╔══

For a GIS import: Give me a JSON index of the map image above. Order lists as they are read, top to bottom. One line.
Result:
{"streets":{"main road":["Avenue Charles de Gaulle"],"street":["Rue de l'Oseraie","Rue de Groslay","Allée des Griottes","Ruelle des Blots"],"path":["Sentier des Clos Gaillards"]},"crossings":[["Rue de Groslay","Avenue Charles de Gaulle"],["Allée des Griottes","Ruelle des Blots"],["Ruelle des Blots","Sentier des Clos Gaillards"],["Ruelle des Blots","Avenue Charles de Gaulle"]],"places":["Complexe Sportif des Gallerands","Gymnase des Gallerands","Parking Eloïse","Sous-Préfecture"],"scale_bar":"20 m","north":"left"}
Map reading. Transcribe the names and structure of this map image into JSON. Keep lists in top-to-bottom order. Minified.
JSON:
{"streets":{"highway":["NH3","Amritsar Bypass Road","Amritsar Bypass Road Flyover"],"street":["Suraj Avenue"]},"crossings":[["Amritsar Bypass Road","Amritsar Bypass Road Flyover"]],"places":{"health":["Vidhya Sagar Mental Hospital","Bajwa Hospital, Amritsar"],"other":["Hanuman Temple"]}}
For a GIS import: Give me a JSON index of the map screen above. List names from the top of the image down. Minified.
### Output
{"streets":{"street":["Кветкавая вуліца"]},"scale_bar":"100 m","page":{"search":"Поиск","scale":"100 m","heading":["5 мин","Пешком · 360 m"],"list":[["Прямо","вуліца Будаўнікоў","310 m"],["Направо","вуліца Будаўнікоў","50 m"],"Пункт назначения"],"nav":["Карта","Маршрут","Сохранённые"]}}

╚══

Nothing in the records may be left out; reproduce them exactly.

For a GIS import: Give me a JSON index of the map image above. Order lists as they are read, top to bottom. One line.
Result:
{"streets":{"main road":["Avenue Charles de Gaulle"],"street":["Rue de l'Oseraie","Rue de Groslay","Allée des Griottes","Ruelle des Blots"],"path":["Sentier des Clos Gaillards"]},"crossings":[["Rue de Groslay","Avenue Charles de Gaulle"],["Allée des Griottes","Ruelle des Blots"],["Ruelle des Blots","Sentier des Clos Gaillards"],["Ruelle des Blots","Avenue Charles de Gaulle"]],"places":["Complexe Sportif des Gallerands","Gymnase des Gallerands","Parking Eloïse","Sous-Préfecture"],"scale_bar":"20 m","north":"left"}
Map reading. Transcribe the names and structure of this map image into JSON. Keep lists in top-to-bottom order. Minified.
JSON:
{"streets":{"highway":["NH3","Amritsar Bypass Road","Amritsar Bypass Road Flyover"],"street":["Suraj Avenue"]},"crossings":[["Amritsar Bypass Road","Amritsar Bypass Road Flyover"]],"places":{"health":["Vidhya Sagar Mental Hospital","Bajwa Hospital, Amritsar"],"other":["Hanuman Temple"]}}
For a GIS import: Give me a JSON index of the map screen above. List names from the top of the image down. Minified.
### Output
{"streets":{"street":["Кветкавая вуліца"]},"scale_bar":"100 m","page":{"search":"Поиск","scale":"100 m","heading":["5 мин","Пешком · 360 m"],"list":[["Прямо","вуліца Будаўнікоў","310 m"],["Направо","вуліца Будаўнікоў","50 m"],"Пункт назначения"],"nav":["Карта","Маршрут","Сохранённые"]}}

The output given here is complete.